SMP+Tulip lockup, 2.0.36pre15, help requested

Patrick J. LoPresti patl@cag.lcs.mit.edu
Wed Nov 4 11:08:17 1998


A couple of weeks ago, we upgraded our master server from Linux 2.0.35
(tulip.c version 0.88) to 2.0.36pre15 (tulip.c version 0.89H).

Ever since 2.0.33 or so, we have occasionally seen the following
message logged:

  eth0: Re-entering the interrupt handler with proc 1, proc 1 already handling.

...but the system always seemed to continue working fine.

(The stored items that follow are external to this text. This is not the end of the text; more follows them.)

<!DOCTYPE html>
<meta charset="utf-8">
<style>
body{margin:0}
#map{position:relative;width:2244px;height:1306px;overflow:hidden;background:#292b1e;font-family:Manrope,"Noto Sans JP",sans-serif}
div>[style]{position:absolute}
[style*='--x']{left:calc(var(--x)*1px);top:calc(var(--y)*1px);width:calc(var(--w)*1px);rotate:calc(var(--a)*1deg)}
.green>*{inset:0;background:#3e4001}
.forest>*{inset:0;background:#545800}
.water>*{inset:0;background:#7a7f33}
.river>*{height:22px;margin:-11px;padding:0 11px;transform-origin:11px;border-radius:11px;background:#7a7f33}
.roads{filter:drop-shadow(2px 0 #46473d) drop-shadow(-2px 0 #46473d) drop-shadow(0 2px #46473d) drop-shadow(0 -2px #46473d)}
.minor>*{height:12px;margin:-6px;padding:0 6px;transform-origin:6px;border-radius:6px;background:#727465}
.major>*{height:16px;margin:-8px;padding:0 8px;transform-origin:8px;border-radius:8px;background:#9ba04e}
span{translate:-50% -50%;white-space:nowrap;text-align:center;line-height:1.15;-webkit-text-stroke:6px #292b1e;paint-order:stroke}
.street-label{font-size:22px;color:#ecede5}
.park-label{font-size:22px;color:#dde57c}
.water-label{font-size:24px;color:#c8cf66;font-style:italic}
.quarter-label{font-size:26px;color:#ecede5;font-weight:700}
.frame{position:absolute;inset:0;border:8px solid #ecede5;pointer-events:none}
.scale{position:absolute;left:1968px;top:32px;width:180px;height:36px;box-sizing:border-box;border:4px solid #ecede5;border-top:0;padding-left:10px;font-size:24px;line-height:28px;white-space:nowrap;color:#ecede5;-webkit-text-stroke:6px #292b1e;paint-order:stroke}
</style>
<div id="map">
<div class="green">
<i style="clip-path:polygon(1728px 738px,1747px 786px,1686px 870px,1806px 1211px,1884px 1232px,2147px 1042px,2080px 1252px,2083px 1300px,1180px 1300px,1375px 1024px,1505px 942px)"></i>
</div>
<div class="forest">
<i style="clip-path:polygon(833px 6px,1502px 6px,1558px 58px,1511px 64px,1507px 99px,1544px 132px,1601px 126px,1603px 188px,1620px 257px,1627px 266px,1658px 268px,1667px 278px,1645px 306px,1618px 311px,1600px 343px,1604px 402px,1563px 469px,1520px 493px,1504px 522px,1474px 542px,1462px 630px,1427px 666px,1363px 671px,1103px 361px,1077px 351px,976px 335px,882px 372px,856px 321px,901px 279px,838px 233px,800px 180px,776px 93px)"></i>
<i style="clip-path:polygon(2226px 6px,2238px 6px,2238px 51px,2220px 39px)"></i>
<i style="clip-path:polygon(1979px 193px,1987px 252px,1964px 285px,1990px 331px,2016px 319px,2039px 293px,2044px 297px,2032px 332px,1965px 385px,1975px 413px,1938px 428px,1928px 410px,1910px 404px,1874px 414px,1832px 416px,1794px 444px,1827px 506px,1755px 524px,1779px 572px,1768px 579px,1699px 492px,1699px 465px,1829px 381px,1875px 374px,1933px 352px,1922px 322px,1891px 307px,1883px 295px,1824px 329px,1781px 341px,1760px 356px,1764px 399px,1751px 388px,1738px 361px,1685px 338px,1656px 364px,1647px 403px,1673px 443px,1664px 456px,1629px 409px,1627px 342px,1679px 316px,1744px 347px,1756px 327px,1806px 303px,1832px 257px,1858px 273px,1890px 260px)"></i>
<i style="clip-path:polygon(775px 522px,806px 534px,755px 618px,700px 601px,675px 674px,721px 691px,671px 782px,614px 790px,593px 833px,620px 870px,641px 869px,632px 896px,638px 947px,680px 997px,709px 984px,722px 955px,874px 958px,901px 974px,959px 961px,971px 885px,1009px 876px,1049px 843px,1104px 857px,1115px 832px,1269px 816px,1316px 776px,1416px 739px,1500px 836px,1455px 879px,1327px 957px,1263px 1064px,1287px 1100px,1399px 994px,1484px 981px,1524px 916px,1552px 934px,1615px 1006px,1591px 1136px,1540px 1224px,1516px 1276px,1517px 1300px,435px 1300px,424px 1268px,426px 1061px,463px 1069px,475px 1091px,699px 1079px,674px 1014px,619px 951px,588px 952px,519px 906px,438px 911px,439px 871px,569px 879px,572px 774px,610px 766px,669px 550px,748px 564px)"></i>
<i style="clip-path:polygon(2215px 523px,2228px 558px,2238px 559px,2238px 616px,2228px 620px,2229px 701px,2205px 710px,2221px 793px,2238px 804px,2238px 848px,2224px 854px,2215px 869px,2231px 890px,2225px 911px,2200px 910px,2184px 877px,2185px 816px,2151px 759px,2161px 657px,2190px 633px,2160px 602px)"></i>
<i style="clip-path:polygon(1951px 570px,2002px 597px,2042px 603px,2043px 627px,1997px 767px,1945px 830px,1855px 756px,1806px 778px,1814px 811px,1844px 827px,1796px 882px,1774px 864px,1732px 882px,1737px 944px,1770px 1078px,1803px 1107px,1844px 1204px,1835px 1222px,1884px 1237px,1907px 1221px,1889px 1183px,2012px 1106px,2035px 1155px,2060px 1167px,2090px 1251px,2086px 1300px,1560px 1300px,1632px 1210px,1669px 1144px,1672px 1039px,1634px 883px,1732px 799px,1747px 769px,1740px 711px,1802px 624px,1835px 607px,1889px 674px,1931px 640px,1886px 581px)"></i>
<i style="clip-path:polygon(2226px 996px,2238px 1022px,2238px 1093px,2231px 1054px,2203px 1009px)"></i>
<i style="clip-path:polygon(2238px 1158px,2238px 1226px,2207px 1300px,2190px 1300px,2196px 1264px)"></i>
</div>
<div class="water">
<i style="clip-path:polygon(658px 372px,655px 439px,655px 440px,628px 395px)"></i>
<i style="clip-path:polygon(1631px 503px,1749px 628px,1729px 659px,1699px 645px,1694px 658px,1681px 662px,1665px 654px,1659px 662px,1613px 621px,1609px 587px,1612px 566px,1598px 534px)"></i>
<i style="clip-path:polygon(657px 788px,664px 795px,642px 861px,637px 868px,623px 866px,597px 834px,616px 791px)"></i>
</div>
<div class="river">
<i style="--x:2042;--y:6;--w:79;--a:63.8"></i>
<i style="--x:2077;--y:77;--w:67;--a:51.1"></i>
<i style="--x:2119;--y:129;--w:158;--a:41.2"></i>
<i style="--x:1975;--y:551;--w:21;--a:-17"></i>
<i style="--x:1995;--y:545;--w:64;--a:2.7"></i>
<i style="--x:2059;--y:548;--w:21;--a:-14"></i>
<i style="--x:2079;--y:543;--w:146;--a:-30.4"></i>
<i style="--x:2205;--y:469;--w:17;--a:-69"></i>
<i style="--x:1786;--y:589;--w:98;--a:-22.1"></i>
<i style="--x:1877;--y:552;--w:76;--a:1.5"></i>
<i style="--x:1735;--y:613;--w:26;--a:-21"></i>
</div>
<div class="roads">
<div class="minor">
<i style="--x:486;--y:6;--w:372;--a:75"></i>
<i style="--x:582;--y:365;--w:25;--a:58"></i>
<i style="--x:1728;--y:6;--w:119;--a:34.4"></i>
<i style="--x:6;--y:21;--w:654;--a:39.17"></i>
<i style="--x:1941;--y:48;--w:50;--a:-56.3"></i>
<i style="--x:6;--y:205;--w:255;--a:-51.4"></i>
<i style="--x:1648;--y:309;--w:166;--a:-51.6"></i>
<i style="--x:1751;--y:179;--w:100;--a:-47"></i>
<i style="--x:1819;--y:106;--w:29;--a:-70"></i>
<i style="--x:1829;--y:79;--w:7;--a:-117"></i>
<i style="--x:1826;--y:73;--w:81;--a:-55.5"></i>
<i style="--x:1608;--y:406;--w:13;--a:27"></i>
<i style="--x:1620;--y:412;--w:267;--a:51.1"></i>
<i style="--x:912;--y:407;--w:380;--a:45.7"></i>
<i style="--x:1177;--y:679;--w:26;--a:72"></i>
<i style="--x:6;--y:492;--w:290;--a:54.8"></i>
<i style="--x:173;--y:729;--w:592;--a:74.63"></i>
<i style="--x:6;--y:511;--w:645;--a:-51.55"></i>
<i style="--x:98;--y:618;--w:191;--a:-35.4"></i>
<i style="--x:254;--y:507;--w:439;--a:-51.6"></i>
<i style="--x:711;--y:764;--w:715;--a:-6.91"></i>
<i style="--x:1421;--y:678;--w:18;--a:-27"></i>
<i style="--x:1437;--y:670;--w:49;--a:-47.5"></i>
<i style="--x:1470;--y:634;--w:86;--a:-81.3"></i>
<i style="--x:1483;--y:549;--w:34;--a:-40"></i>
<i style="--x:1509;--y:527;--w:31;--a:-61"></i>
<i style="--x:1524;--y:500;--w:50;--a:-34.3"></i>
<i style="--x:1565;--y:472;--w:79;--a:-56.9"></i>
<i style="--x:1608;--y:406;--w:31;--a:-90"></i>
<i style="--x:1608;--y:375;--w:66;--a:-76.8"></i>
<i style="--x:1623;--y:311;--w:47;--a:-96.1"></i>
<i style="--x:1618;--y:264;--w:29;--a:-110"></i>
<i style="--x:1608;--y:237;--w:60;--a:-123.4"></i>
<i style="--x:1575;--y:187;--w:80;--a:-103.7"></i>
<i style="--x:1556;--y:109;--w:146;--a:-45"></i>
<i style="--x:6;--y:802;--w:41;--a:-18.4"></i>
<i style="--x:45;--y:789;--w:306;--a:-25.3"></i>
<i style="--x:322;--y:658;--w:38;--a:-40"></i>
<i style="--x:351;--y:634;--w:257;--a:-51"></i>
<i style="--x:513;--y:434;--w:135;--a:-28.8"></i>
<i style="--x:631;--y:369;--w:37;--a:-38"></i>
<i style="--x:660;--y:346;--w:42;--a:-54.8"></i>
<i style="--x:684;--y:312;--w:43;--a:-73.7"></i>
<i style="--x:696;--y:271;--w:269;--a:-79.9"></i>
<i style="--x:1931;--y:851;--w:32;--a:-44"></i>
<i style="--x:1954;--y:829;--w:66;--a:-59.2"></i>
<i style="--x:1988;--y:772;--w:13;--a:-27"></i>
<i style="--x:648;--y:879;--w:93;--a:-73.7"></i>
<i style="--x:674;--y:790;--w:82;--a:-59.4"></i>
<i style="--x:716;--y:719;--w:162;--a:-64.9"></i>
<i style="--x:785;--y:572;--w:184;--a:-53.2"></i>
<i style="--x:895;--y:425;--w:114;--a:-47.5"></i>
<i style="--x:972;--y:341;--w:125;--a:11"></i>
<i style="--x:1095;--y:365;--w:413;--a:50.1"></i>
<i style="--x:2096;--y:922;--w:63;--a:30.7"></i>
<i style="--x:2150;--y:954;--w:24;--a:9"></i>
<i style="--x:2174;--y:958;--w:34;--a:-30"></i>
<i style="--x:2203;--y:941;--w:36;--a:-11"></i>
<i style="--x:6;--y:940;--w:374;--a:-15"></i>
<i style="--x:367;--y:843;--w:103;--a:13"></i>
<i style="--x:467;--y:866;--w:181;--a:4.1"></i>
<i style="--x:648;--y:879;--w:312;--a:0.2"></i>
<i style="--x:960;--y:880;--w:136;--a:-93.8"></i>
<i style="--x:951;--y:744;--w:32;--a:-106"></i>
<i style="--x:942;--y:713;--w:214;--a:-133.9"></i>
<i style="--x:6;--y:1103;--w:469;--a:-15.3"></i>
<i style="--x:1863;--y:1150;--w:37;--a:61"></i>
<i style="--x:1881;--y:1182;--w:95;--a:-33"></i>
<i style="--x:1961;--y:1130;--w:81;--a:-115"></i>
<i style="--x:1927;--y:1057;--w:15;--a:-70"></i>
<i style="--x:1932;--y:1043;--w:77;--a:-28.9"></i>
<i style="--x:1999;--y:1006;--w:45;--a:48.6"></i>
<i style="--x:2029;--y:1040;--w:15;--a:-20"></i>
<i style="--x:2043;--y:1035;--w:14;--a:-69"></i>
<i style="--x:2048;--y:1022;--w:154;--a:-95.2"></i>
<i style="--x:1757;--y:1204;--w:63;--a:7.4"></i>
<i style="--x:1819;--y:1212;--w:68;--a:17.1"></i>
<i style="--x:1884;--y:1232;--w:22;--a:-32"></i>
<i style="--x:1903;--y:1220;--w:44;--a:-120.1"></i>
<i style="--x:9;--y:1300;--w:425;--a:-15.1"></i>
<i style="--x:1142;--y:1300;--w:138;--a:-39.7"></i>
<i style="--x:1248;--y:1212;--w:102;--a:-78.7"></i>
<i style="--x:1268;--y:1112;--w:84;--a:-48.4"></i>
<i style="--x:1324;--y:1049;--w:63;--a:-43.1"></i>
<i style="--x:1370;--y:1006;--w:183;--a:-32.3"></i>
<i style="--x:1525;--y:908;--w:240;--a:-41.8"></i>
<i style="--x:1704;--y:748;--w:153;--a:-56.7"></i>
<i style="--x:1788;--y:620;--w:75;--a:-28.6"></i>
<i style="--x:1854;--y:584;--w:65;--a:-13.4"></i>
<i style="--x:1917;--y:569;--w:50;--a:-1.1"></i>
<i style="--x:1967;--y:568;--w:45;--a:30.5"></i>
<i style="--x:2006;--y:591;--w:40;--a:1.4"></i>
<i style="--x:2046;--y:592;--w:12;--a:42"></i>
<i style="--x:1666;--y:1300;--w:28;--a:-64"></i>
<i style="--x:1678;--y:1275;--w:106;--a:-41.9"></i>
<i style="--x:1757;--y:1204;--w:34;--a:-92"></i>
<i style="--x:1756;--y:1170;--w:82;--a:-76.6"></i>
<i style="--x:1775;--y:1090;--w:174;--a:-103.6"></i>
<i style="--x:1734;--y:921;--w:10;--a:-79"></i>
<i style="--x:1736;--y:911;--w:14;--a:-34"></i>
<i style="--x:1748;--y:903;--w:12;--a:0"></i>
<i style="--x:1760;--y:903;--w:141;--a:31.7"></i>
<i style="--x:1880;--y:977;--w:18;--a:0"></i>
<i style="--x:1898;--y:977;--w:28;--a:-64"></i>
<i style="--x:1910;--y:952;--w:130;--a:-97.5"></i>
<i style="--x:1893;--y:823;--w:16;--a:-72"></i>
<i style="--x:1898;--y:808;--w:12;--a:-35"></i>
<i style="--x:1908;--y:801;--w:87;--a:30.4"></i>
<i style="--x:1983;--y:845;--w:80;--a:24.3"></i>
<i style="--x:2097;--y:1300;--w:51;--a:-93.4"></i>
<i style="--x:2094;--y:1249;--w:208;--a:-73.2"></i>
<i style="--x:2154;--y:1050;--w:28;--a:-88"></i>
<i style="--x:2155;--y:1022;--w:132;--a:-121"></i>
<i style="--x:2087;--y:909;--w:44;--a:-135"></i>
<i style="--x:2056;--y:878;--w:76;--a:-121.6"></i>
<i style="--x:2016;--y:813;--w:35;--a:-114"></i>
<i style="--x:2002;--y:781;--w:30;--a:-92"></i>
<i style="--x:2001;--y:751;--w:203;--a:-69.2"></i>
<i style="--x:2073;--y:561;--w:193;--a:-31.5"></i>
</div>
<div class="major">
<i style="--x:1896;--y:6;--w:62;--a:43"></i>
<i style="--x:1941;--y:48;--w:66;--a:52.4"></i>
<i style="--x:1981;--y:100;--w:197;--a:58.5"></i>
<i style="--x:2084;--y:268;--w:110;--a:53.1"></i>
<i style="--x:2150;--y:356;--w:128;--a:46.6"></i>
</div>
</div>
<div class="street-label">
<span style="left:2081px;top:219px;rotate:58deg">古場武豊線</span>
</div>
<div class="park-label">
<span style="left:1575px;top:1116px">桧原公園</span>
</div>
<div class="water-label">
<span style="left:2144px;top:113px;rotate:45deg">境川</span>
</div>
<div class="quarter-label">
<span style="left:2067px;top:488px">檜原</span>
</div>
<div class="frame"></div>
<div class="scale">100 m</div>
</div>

Since installing 2.0.36pre15 10 days ago, we had not seen that message
until last night.  Then the message started spewing to the console
repeatedly (very, very fast) and the system locked up completely.  It
required a hard reset to recover.

The system is a dual 300MHz Pentium II on an Asus P2L97-DS
motherboard.  That's the 440LX chipset with on-board AIC-7880 SCSI.
The ethernet card is a Netgear FA-310TX with a true DEC chipset (i.e.,
a slightly older Netgear).

Perhaps relevant, perhaps not: The SCSI controller and the Netgear
card are sharing IRQ 10.

I note with some interest the following diff between tulip.c versions
0.88 and 0.89H:

 -----

@@ -2119,8 +2217,8 @@
 			   tp->smp_proc_id, hard_smp_processor_id());
 #else
 		printk(KERN_ERR "%s: Re-entering the interrupt handler.\n", dev->name);
-		return;
 #endif
+		return;
 	}
 	dev->interrupt = 1;
 #ifdef SMP_CHECK

 -----

That is, the code path which generates the dreaded message used to
fall through to the following code, but now returns immediately.  I do
not know kernel internals well enough to know whether or how this
could cause the problem.

This is a production system, so I would really appreciate a quick
solution...  Should we downgrade tulip.c?  Downgrade to 2.0.35?
Upgrade to 2.0.36pre16?

Thanks!

 - Pat

P.S.  I would be happy to provide additional information available
upon request, of course.